Given records:
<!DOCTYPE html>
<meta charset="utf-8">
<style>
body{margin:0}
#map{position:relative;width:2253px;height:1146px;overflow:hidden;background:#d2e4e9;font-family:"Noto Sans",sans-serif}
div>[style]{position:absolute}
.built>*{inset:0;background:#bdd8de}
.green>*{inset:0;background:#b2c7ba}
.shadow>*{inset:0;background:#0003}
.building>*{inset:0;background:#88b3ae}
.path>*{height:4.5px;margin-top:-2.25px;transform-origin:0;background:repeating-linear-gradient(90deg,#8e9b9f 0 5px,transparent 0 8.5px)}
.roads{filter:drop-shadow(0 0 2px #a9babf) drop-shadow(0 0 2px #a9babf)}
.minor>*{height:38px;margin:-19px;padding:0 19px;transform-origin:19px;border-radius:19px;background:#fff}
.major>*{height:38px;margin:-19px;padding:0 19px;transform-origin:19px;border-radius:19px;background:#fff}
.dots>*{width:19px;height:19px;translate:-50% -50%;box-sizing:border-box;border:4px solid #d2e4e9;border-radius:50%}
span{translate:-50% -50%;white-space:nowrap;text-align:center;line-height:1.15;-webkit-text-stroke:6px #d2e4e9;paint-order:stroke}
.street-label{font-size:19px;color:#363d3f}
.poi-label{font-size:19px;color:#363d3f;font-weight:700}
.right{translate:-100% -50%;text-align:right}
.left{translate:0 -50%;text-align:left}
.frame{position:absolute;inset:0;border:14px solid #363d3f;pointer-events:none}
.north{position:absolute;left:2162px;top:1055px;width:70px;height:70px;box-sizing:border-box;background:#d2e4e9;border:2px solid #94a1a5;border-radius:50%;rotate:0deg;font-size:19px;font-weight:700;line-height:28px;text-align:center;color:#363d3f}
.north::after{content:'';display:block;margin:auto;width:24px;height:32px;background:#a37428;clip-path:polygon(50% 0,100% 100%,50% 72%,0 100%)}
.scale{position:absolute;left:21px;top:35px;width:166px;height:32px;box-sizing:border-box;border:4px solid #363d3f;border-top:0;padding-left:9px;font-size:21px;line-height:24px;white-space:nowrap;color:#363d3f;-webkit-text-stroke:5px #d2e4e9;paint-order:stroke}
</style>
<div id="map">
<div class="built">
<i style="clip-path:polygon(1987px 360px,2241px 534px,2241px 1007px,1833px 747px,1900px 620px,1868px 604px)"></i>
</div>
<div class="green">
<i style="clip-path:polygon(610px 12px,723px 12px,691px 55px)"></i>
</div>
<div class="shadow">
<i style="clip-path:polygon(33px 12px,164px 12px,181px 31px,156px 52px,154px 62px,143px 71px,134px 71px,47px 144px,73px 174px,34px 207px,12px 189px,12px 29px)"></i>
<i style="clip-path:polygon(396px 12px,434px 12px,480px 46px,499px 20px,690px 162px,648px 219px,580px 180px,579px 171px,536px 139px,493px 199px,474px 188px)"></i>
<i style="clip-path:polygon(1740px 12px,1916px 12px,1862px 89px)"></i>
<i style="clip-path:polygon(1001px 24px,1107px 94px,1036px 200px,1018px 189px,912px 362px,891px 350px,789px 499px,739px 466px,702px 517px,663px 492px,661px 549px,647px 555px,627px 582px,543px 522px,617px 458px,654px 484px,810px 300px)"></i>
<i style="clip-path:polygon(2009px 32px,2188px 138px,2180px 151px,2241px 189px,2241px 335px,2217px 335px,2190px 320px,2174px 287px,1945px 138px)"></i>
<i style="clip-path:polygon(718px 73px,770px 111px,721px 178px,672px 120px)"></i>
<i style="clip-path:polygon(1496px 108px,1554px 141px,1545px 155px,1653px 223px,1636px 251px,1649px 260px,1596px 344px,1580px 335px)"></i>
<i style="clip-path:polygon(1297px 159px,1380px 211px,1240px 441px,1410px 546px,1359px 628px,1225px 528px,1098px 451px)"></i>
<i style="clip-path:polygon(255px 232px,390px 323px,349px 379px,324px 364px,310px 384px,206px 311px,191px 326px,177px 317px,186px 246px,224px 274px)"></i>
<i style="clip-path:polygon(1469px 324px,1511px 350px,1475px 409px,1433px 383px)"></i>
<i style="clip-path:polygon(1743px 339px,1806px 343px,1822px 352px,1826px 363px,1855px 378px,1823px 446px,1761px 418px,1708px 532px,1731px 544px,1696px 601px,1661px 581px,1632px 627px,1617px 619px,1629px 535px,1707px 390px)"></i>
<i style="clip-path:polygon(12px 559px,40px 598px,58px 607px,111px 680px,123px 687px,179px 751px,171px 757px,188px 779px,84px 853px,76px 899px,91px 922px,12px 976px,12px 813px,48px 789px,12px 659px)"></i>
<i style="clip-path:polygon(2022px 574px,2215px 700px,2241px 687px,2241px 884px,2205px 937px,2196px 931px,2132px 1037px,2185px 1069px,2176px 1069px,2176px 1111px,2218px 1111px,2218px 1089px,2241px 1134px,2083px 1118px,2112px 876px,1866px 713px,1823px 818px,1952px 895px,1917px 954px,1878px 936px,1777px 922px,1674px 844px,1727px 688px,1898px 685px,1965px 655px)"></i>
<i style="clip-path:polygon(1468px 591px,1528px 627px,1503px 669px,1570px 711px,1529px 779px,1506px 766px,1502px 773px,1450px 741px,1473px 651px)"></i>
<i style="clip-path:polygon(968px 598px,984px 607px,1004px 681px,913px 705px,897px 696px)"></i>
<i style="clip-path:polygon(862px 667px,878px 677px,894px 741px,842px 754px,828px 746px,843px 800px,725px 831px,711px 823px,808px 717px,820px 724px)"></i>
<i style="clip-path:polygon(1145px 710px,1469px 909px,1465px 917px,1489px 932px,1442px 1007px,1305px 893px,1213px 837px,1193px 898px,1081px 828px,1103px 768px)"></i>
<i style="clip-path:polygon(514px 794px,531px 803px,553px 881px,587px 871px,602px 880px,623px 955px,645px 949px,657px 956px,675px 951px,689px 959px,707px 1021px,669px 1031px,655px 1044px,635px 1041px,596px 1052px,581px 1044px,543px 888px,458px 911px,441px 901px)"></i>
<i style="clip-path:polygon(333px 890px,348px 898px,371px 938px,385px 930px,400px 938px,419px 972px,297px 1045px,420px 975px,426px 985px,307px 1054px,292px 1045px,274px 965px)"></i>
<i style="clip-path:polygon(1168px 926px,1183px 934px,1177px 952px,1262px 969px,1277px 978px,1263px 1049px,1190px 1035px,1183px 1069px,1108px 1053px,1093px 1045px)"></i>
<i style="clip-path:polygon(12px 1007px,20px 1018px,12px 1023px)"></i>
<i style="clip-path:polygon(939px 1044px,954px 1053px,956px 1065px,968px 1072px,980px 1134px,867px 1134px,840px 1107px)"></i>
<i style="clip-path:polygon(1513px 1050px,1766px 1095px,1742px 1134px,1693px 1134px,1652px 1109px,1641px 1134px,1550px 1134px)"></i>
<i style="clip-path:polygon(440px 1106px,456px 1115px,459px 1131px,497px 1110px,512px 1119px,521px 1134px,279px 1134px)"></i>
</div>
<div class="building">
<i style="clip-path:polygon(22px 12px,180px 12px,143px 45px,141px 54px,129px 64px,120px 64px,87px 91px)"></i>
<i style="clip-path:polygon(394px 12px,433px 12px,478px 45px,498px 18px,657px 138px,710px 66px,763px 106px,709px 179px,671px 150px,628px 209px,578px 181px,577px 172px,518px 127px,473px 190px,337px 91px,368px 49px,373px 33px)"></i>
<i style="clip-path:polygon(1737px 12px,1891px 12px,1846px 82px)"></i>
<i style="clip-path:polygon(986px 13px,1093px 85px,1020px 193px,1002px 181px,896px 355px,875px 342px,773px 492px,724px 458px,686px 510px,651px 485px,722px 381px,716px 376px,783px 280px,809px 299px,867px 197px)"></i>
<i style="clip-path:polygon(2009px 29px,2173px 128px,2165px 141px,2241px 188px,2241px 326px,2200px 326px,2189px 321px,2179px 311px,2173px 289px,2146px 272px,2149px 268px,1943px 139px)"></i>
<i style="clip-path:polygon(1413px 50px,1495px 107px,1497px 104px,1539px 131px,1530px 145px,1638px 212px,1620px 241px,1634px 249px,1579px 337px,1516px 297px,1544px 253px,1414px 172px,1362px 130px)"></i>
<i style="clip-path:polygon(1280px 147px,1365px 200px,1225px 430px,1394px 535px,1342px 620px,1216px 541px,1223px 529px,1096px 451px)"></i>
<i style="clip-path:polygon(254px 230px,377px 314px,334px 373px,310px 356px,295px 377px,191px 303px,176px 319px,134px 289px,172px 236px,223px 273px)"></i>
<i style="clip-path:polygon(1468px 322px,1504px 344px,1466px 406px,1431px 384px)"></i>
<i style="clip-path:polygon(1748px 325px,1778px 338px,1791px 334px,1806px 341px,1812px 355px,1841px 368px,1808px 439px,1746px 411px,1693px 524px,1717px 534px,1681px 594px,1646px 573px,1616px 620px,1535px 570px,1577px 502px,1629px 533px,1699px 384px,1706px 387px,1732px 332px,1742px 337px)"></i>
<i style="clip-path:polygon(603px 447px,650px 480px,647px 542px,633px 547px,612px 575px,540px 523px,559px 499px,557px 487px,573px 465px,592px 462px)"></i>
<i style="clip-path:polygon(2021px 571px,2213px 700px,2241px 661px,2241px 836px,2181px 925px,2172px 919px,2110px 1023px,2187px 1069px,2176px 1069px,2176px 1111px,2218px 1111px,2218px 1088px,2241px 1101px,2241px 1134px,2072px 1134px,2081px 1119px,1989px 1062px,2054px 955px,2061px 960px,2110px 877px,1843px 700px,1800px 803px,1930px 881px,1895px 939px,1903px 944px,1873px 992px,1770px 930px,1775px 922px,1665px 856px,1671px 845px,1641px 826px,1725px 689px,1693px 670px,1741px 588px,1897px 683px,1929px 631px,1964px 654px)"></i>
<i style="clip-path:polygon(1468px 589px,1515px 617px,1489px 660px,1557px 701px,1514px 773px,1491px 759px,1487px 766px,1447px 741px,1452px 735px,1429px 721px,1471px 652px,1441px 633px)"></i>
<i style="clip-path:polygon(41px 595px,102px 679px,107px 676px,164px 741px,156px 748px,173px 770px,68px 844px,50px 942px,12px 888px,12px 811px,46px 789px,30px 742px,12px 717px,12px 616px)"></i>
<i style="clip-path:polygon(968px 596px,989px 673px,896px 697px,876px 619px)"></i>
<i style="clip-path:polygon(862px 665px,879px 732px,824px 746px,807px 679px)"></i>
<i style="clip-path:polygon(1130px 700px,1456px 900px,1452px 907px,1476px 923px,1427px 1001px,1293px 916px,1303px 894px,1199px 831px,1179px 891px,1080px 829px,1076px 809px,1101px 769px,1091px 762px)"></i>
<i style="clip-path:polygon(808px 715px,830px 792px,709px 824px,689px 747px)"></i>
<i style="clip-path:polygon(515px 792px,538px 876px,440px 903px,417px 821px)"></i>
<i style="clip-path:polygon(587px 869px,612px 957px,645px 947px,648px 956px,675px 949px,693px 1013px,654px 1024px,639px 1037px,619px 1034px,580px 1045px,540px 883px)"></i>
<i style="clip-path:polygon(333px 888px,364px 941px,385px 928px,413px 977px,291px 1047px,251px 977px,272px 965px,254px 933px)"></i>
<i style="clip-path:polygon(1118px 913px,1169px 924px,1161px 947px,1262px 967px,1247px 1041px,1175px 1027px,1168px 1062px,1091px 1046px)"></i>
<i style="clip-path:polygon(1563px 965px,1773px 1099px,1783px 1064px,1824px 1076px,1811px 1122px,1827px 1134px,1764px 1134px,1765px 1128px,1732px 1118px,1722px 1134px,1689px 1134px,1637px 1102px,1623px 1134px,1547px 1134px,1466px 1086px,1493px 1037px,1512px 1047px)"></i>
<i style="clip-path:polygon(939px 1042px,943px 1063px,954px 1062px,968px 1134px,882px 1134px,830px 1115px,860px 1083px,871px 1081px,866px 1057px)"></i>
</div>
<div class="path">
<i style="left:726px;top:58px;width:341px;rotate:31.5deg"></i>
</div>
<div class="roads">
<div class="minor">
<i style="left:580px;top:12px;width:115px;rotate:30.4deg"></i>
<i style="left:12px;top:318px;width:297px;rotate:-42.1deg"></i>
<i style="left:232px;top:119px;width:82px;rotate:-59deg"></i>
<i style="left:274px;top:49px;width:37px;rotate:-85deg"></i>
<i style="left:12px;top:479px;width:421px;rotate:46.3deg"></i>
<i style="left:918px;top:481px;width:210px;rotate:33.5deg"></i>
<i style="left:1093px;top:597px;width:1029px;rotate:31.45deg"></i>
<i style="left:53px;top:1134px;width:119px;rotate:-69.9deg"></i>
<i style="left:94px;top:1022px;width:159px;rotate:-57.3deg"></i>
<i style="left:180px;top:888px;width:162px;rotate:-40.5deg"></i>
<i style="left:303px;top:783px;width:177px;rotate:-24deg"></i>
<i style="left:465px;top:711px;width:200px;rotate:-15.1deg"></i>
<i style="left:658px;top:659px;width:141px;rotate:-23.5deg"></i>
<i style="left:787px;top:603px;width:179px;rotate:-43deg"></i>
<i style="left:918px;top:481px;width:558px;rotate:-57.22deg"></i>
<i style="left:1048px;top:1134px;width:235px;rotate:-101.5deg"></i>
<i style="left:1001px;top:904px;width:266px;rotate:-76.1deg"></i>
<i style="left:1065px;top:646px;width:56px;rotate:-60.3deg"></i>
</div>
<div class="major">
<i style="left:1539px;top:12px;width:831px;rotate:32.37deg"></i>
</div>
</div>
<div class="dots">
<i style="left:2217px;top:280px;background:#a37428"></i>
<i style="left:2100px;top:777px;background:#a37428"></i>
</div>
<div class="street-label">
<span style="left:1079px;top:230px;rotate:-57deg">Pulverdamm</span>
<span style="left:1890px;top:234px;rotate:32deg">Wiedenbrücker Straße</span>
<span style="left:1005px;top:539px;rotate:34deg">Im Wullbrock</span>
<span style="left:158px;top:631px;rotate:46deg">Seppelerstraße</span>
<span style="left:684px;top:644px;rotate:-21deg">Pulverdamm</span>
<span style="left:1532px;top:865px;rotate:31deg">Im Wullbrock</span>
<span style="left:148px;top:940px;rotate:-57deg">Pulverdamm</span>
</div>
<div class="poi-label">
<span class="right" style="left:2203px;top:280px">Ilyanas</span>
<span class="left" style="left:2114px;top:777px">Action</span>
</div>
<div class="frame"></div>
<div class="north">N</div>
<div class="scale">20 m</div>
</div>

Brief:
When a line in the data contains the string "shadow", copy that line.

Expected answer:
.shadow>*{inset:0;background:#0003}
.roads{filter:drop-shadow(0 0 2px #a9babf) drop-shadow(0 0 2px #a9babf)}
<div class="shadow">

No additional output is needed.